## Directions for this task
The answer must consist of each line below that holds the word "Хвойная", copied as it stands.

## Exercise data
[Start of section]
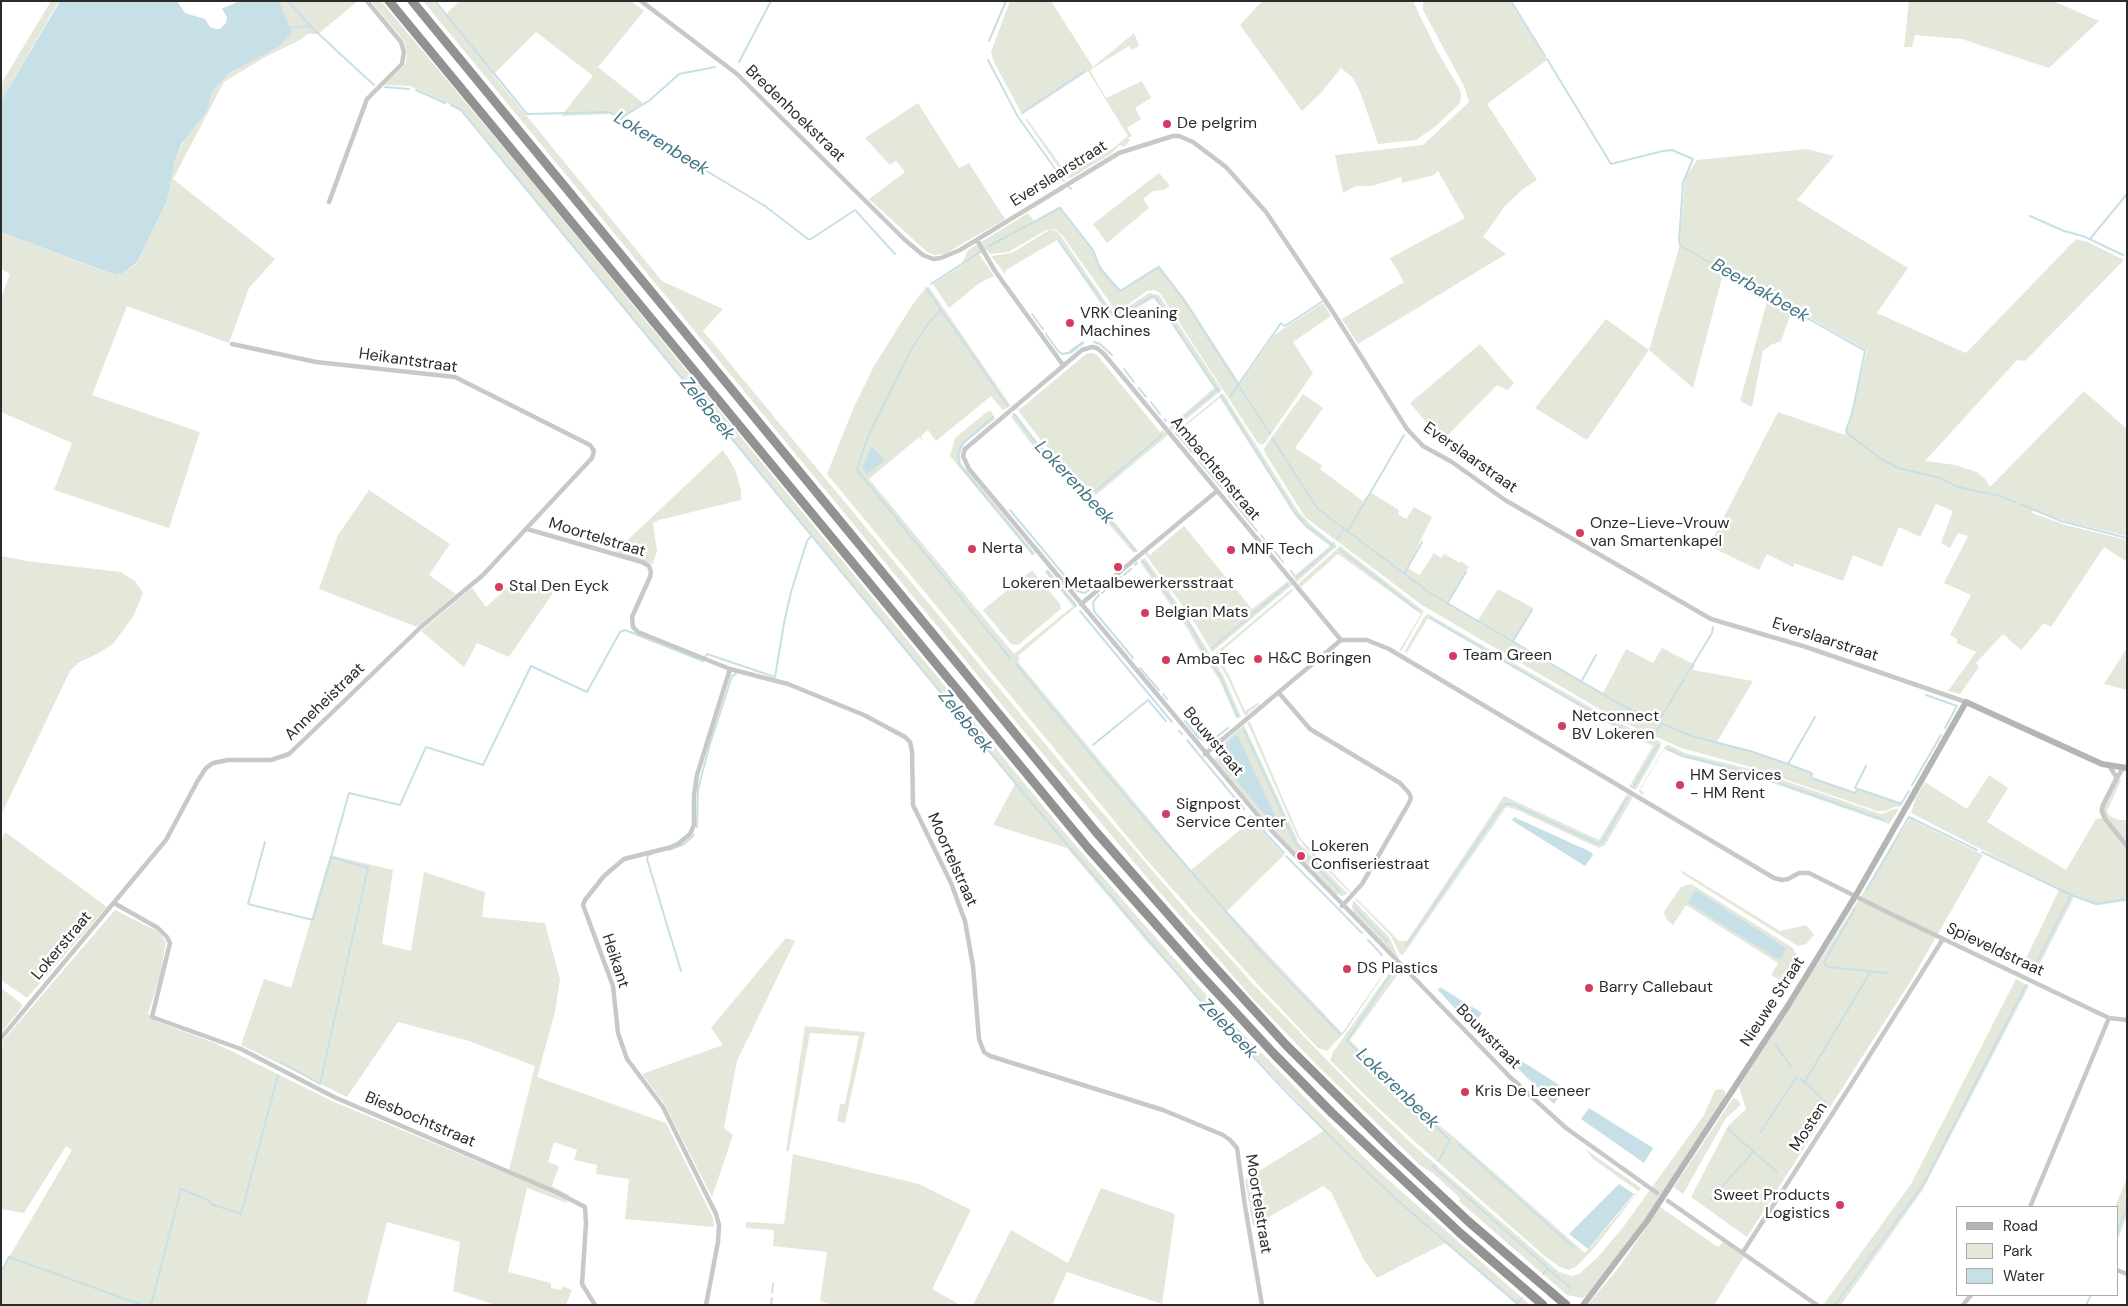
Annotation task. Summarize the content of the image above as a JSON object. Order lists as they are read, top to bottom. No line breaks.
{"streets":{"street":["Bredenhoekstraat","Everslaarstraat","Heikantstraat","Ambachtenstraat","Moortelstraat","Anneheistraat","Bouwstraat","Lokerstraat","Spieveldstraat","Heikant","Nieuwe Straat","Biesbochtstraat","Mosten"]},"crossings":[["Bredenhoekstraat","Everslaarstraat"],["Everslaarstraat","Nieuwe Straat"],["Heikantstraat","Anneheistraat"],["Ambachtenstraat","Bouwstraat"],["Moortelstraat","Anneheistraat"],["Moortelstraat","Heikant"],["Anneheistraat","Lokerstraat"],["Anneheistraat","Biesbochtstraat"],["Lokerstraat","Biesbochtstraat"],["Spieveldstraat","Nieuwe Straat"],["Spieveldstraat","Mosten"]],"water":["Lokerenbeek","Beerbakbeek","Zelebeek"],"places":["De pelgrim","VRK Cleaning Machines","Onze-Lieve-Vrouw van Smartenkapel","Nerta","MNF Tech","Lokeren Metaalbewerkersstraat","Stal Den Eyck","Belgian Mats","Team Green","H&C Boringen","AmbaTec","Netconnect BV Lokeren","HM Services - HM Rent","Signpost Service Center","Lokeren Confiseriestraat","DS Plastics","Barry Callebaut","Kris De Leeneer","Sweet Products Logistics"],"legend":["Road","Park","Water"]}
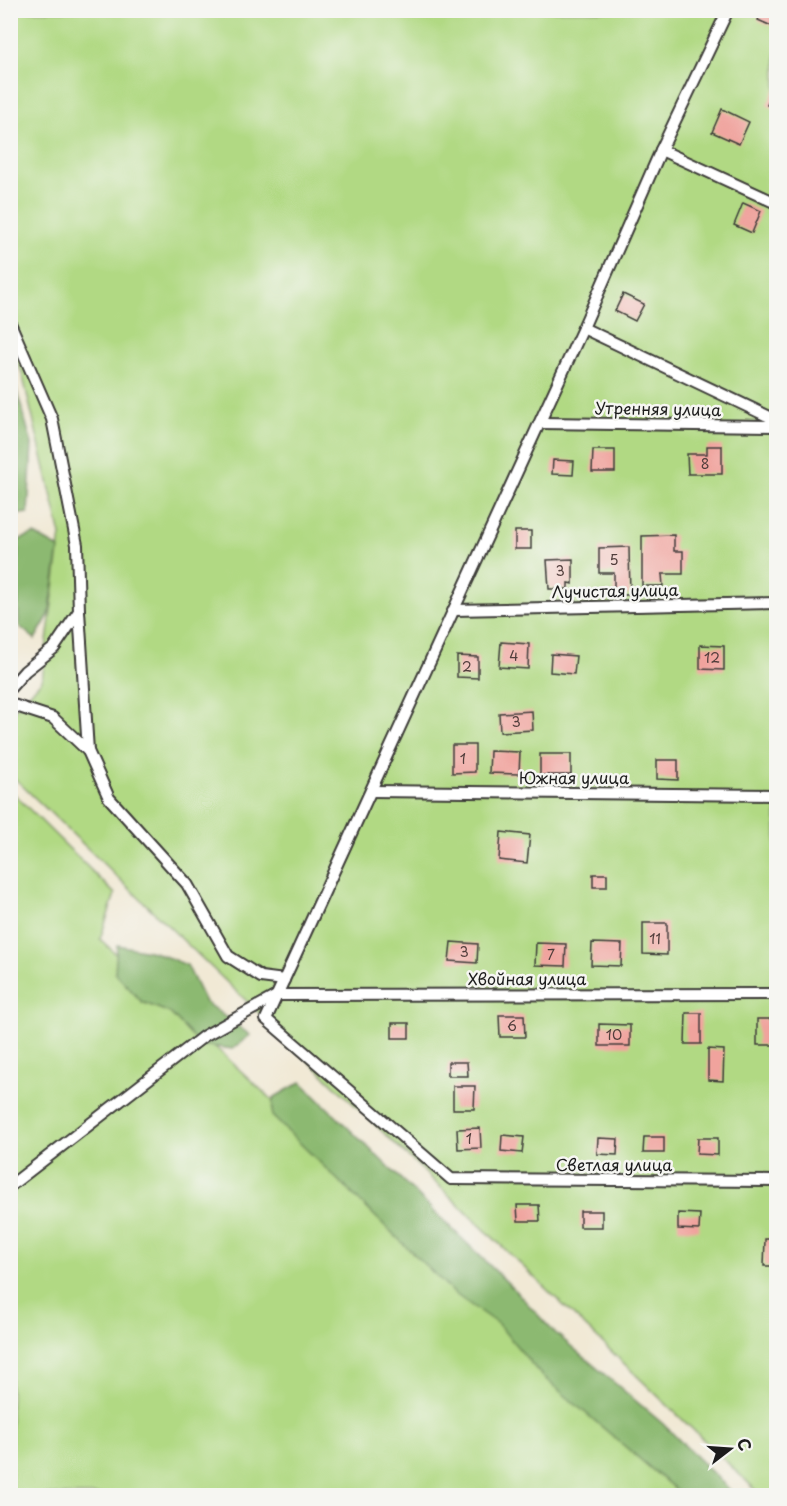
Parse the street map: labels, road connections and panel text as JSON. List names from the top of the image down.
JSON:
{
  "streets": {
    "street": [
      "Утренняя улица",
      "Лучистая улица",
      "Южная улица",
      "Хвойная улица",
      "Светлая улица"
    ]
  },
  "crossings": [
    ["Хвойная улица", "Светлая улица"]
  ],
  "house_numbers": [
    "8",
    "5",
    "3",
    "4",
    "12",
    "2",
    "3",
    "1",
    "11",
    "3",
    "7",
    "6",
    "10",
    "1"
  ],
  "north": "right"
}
[End of section]
## Response
      "Хвойная улица",
    ["Хвойная улица", "Светлая улица"]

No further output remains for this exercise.